Aluminum skids and runners to prevent damage when stopping on rough ground or sliding to a halt protect the Kevlar reinforced floor of our hovercraft. Planing surfaces are also reinforced during construction to ensure that the hull is up to the knocks and bangs of day-to-day usage.
Stopping on water is actually a challenge for some recreational hovercraft. This is because they have seriously compromised flotation and some aren’t even buoyant – they can actually sink if they take water on the craft. We think that’s a design flaw! ALL of our models have POSITIVE BUOYANCY due to the closed-cell foam located in the hull. As far back as 2001, the Marlin was tested for ‘flooded buoyancy approval’ and certified by the French Maritime Safety Authority for use throughout the EEC.
Another aspect is the placement of buoyancy. We’ve seen hovercraft with nearly all their buoyancy located in the floor – meaning that they risk capsizing if too much load is placed on one side of the hull. In our hovercraft, the hull is shaped like a flat-bottomed boat, so they’ll happily float while you fish the day away or wait for a lock to open.
Another issue that many hovercraft find challenging when stopping on water is that of getting back onto the ‘plane’ (called ‘getting over the hump’ in hovercraft terms). This is because they don’t have enough lift and thrust to push their way out of the hole in the water and create massive wash – spraying the unfortunate occupants with gallons of water. This potentially dangerous situation means a very wet, slow and embarrassing journey back to the shore and is completely unacceptable in a modern recreational craft – yet surprisingly common. Our hovercraft, loaded to their rated capacity, will be ‘over hump’ within a few seconds and on its way, with NO DRAMA at all. This is due to great skirt design, lightweight construction and lots of ‘push’ from the fan.

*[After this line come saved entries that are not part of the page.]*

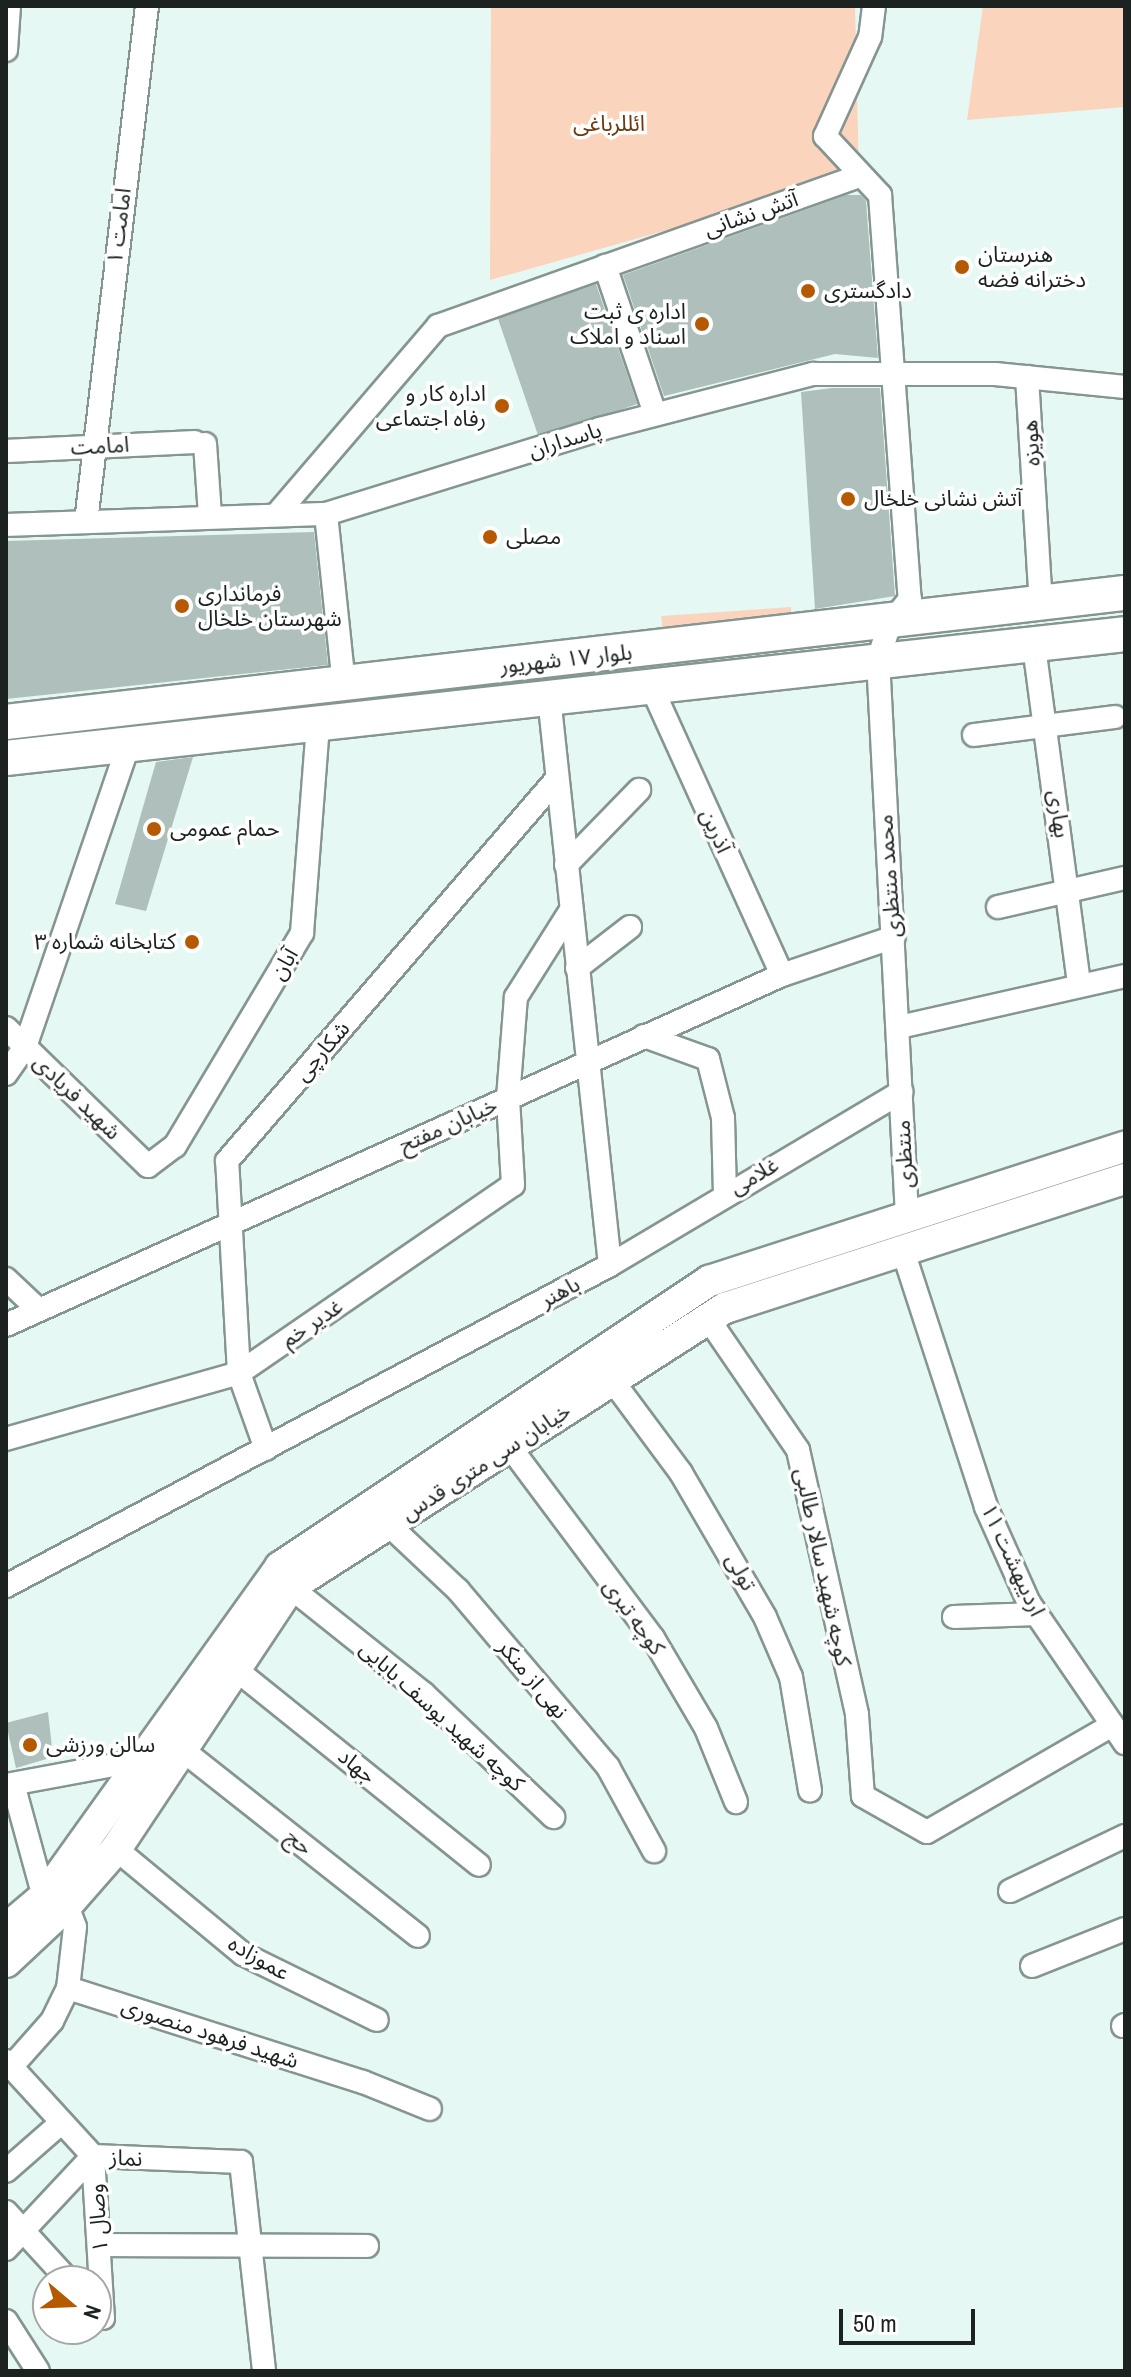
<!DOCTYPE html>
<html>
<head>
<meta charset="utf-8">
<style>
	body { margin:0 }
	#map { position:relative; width:1131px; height:2377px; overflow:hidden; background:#e6f8f4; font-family:"Archivo Narrow","Noto Sans Arabic",sans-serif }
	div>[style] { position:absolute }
	.green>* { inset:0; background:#fbd4bd; transform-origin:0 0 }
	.building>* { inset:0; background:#aebfbc; transform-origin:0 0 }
	.roads { filter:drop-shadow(2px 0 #859591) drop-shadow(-2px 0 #859591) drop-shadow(0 2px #859591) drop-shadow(0 -2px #859591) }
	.street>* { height:22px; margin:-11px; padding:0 11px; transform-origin:11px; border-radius:11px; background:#fff }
	.secondary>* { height:30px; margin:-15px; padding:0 15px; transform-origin:15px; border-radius:15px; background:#fff }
	.primary>* { height:34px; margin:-17px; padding:0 17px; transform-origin:17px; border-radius:17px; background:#fff }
	.dots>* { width:22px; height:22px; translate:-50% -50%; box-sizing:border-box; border:4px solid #fff; border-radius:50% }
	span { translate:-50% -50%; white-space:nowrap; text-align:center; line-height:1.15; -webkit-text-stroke:7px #fff; paint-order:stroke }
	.park-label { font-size:22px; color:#6e370c }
	.street-label { font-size:22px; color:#1b2220 }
	.poi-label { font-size:22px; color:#1b2220 }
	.left { translate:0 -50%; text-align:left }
	.right { translate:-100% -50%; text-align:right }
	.frame { position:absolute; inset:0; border:8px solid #1b2220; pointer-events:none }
	.north { position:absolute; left:32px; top:2265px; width:80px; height:80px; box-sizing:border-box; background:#fff; border:2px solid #a4a7a6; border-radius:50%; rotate:109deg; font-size:22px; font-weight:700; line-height:32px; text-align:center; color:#1b2220 }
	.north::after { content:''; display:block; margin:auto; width:28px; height:36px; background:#b55902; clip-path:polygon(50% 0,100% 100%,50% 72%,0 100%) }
	.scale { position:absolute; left:839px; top:2309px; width:136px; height:36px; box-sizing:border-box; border:4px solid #1b2220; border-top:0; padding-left:10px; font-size:24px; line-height:28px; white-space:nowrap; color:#1b2220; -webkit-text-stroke:6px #fff; paint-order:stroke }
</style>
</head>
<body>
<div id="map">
	<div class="green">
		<div style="clip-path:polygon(491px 6px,855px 6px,859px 176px,490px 280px)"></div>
		<div style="clip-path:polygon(983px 6px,1125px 6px,1125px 107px,967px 120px)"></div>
		<div style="left:791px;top:607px;width:13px;height:130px;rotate:86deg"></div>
	</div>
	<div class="building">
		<div style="clip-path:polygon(846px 195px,861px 195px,866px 201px,878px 358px,835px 354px,664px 396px,623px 275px)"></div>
		<div style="left:596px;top:284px;width:127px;height:104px;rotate:71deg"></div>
		<div style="clip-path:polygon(832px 388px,880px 388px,895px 596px,815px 609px,801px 392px)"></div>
		<div style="clip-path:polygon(314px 532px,328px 665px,6px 699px,6px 541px)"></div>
		<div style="clip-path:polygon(193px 757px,146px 911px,115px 904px,156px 762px)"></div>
		<div style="clip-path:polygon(48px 1712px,53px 1757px,16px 1768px,6px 1723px)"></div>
	</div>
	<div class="roads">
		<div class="street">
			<div style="left:874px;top:6px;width:31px;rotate:97deg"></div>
			<div style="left:870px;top:37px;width:109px;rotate:114.4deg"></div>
			<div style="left:825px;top:136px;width:81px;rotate:47deg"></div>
			<div style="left:880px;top:195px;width:405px;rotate:85.8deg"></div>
			<div style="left:910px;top:599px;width:32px;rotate:129deg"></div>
			<div style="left:890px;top:624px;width:37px;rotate:109deg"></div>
			<div style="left:878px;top:659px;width:558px;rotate:87.02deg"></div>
			<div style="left:6px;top:50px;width:44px;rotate:-86.1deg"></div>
			<div style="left:605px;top:266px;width:156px;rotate:71.3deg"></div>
			<div style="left:1027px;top:377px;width:227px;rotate:86.5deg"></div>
			<div style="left:205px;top:444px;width:71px;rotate:86deg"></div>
			<div style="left:6px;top:451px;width:189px;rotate:-2.7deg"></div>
			<div style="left:326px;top:514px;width:171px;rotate:84deg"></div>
			<div style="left:276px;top:515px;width:249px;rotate:-49.4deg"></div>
			<div style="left:438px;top:326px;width:447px;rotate:-19.6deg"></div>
			<div style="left:86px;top:522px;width:520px;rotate:-83.26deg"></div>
			<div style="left:6px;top:525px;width:320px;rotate:-2deg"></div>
			<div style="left:326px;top:514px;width:287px;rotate:-17.2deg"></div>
			<div style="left:600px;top:429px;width:220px;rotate:-14.5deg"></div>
			<div style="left:813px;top:374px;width:182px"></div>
			<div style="left:995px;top:374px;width:131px;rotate:5.7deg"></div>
			<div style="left:1034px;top:646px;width:339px;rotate:82.4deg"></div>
			<div style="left:651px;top:686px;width:317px;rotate:65.6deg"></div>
			<div style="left:549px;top:697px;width:571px;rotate:83.87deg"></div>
			<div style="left:974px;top:735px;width:142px;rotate:-7.3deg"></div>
			<div style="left:566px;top:865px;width:105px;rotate:-45.8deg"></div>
			<div style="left:998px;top:907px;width:130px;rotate:-12.9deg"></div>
			<div style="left:577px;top:968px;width:67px;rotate:-37.7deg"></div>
			<div style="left:899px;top:1027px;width:232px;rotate:-12.7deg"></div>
			<div style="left:6px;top:1028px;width:198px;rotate:44.2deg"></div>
			<div style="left:148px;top:1166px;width:34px;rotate:-37deg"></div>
			<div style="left:175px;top:1146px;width:248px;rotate:-59.2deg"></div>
			<div style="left:302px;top:933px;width:209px;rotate:-85.6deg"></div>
			<div style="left:644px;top:1036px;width:68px;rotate:19.8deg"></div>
			<div style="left:708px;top:1059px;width:61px;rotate:75.7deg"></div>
			<div style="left:723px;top:1118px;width:74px;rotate:88.5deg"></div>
			<div style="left:6px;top:1074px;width:33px;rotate:-55deg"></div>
			<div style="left:25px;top:1047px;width:317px;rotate:-71.1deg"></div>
			<div style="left:904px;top:1254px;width:266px;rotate:72deg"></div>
			<div style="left:986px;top:1507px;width:105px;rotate:65.9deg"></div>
			<div style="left:1029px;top:1603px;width:170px;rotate:55.6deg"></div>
			<div style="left:6px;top:1279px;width:44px;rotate:43.2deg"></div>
			<div style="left:707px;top:1317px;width:161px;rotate:55.6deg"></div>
			<div style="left:798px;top:1450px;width:271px;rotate:77.4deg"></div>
			<div style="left:857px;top:1715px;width:81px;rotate:85.8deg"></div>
			<div style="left:863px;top:1796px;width:73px;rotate:29.4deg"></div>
			<div style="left:927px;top:1832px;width:214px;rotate:-30deg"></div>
			<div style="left:6px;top:1325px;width:851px;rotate:-24.28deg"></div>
			<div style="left:782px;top:975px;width:118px;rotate:-18.7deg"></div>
			<div style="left:612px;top:1380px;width:116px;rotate:53.4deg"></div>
			<div style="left:681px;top:1473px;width:167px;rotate:59.7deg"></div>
			<div style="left:765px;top:1617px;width:65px;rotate:66.6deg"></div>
			<div style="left:791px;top:1677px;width:115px;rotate:80.5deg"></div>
			<div style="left:6px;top:1439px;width:242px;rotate:-15.8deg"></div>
			<div style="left:239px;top:1373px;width:332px;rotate:-34.5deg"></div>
			<div style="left:513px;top:1185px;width:87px;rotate:-93.3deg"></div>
			<div style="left:508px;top:1098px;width:101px;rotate:-85.5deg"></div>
			<div style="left:516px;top:997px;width:103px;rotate:-57.7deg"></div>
			<div style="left:510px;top:1447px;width:239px;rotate:53.2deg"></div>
			<div style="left:653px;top:1638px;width:104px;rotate:59.5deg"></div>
			<div style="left:706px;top:1728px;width:80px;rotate:67.9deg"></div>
			<div style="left:266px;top:1449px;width:81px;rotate:-109.6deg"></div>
			<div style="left:239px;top:1373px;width:212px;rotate:-93.2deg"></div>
			<div style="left:227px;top:1161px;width:503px;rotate:-49.19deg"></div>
			<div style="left:389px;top:1525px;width:95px;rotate:43.3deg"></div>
			<div style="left:458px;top:1590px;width:232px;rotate:49.7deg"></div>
			<div style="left:608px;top:1767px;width:96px;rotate:61.3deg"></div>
			<div style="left:6px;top:1586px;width:684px;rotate:-27.99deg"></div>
			<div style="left:610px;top:1265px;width:339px;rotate:-30.7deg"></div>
			<div style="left:290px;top:1587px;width:170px;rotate:38.6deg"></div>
			<div style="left:423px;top:1693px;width:180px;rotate:43.6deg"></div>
			<div style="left:954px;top:1617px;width:83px;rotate:-2.1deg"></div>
			<div style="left:234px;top:1668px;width:314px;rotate:38.8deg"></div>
			<div style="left:180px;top:1748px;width:303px;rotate:38.3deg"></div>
			<div style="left:13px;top:1784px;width:117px;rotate:74.7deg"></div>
			<div style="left:6px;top:1785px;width:137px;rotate:-10.5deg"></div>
			<div style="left:116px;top:1849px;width:165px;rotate:39.6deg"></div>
			<div style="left:243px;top:1954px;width:149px;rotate:26.2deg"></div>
			<div style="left:1010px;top:1891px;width:127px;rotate:-25.6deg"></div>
			<div style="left:67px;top:1905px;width:23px;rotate:70deg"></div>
			<div style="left:75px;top:1927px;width:61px;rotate:96.5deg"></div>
			<div style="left:68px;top:1988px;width:310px;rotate:17.7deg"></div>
			<div style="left:363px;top:2082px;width:72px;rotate:21.9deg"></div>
			<div style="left:1032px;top:1966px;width:100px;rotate:-21.7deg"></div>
			<div style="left:1123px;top:2026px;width:2px;rotate:-27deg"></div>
			<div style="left:6px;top:2061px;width:129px;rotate:47.5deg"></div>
			<div style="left:93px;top:2156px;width:148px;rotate:2.3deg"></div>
			<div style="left:241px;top:2162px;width:210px;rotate:83.7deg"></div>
			<div style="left:12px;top:2066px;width:60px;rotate:-48.4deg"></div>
			<div style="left:52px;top:2021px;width:37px;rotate:-64deg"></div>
			<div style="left:93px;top:2156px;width:162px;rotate:86.5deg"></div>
			<div style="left:103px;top:2318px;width:11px;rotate:-131deg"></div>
			<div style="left:6px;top:2171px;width:74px;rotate:-41.2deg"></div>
			<div style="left:6px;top:2212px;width:93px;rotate:47.6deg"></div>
			<div style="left:100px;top:2245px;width:267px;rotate:0.2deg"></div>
			<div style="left:6px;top:2249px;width:127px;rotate:-46.9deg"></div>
			<div style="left:6px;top:2321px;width:59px;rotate:57.4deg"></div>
		</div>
		<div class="secondary">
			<div style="left:6px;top:1929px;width:50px;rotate:-40.1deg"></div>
			<div style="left:44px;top:1897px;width:406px;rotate:-54.4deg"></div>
			<div style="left:280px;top:1567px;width:516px;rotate:-33.69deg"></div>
			<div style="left:709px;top:1281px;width:437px;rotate:-17.9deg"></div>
			<div style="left:6px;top:1962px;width:83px;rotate:-43.1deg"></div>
			<div style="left:67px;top:1905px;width:74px;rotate:-48.8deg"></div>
			<div style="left:116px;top:1849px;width:315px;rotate:-56.4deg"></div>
			<div style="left:290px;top:1587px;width:517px;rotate:-32.68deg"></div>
			<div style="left:725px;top:1308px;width:420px;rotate:-17.9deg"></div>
		</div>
		<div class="primary">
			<div style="left:6px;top:722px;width:1126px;rotate:-6.58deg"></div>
			<div style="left:6px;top:758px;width:1126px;rotate:-6.32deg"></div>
		</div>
	</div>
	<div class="dots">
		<div style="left:962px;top:267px;background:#b55902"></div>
		<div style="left:808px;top:291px;background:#b55902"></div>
		<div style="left:702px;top:324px;background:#b55902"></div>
		<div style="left:502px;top:406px;background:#b55902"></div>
		<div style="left:848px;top:499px;background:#b55902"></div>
		<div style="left:490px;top:537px;background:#b55902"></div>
		<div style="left:182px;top:606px;background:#b55902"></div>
		<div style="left:154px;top:829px;background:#b55902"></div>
		<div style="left:192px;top:942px;background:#b55902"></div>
		<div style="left:30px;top:1745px;background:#b55902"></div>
	</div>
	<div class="park-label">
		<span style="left:609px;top:124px">ائللرباغی</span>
	</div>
	<div class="street-label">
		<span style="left:751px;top:214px;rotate:-19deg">آتش نشانی</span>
		<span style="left:119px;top:226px;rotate:-83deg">امامت ۱</span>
		<span style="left:565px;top:440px;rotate:-17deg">پاسداران</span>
		<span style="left:1031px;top:443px;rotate:-93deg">هویزه</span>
		<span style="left:100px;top:446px;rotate:-3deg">امامت</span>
		<span style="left:566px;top:659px;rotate:-6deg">بلوار ١٧ شهریور</span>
		<span style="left:1059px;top:814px;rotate:82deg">بهاری</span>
		<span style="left:716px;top:831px;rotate:66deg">آذرین</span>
		<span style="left:889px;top:876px;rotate:-94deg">محمد منتظری</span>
		<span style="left:284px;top:964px;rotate:-59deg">آبان</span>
		<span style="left:322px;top:1051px;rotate:-49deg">شکارچی</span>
		<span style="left:77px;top:1097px;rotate:44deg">شهید فریادی</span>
		<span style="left:448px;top:1125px;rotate:-24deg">خیابان مفتح</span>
		<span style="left:904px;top:1154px;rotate:-93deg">منتظری</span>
		<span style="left:754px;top:1176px;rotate:-30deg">غلامی</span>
		<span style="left:560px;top:1292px;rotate:-28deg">باهنر</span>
		<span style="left:312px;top:1323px;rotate:-34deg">غدیر خم</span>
		<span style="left:486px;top:1462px;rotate:-33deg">خیابان سی متری قدس</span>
		<span style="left:1013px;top:1560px;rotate:65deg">۱۱ اردیبهشت</span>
		<span style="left:823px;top:1567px;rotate:78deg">کوچه شهید سالار طالبی</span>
		<span style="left:741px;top:1572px;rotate:61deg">تولی</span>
		<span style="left:634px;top:1617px;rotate:54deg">کوچه تبری</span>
		<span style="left:533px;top:1679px;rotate:50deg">نهی از منکر</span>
		<span style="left:442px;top:1716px;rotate:42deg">کوچه شهید یوسف بابایی</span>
		<span style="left:357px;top:1766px;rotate:39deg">جهاد</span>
		<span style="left:299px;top:1842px;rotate:38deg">حج</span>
		<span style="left:259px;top:1958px;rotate:30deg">عموزاده</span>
		<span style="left:210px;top:2033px;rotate:18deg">شهید فرهود منصوری</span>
		<span style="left:126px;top:2158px;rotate:2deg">نماز</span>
		<span style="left:98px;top:2218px;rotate:-94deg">وصال ۱</span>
	</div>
	<div class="poi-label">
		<span class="left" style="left:978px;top:267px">هنرستان<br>دخترانه فضه</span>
		<span class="left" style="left:824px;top:291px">دادگستری</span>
		<span class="right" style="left:686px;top:324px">اداره ی ثبت<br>اسناد و املاک</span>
		<span class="right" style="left:486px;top:406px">اداره کار و<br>رفاه اجتماعی</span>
		<span class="left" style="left:864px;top:499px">آتش نشانی خلخال</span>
		<span class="left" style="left:506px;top:537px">مصلی</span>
		<span class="left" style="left:198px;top:606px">فرمانداری<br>شهرستان خلخال</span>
		<span class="left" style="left:170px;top:829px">حمام عمومی</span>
		<span class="right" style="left:176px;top:942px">کتابخانه شماره ۳</span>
		<span class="left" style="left:46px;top:1745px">سالن ورزشی</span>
	</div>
	<div class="frame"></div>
	<div class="north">N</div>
	<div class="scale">50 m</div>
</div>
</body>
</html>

What is the term ‘plowing in’ mean?
‘Plowing in’ is a term to describe a problem where a hovercraft suddenly decelerates due to the nose of the craft dipping into the water, usually at high speed when running downwind. It can only happen on water. Some hovercraft manufacturers claim to have a craft that does not do this, by design. Without getting too technical – that’s entirely possible. If you build a hovercraft, which is far too heavy for its size, it will generate very high skirt pressure. Coupled with the fact that it will be very slow, it will certainly resist plow-in very well, as it will never go fast enough to collapse the high-pressure skirt. Of course, the down side is that it’s slow, wet (all that pressure blows the water past the skirt – and onto you!) and the handling, maneuverability and general performance will be very poor. In other words, avoid any hovercraft that claims to be immune from the plow-in phenomenon!
So what’s the answer? A well-designed craft with a good skirt system will still plow-in (every craft can – even the 400 ton SRN4 cross channel craft used to plow in if driven badly). It’s just the nature of the hovercraft construction, like all aircraft can go into a spin. But it’s not a big deal at all. What we’ve done with our craft is to push the plow-in limit as far as possible, making the craft give you adequate warning and a chance to recover, minimizing the deceleration, so that when it does plow, the shallow planning surface simply slows the craft up a little, then it recovers and carries on as normal.
The plow-in issue is a big concern with anyone familiar with the old and very popular ‘SCAT’ model of hovercraft. These had a notoriously bad plow that sometimes sent the occupants swimming! Rest assured, our hovercraft are NOTHING like this! If you plow, it will SLOW YOU DOWN. Just kick the throttle, back up again and be on your way. For any additional questions or concerns about plow-in, please do not hesitate to ask your Hoverstream service representative!
Do I need a special license to operate a hovercraft?
The hovercraft is legally considered a boat, so no special licensing requirements are needed.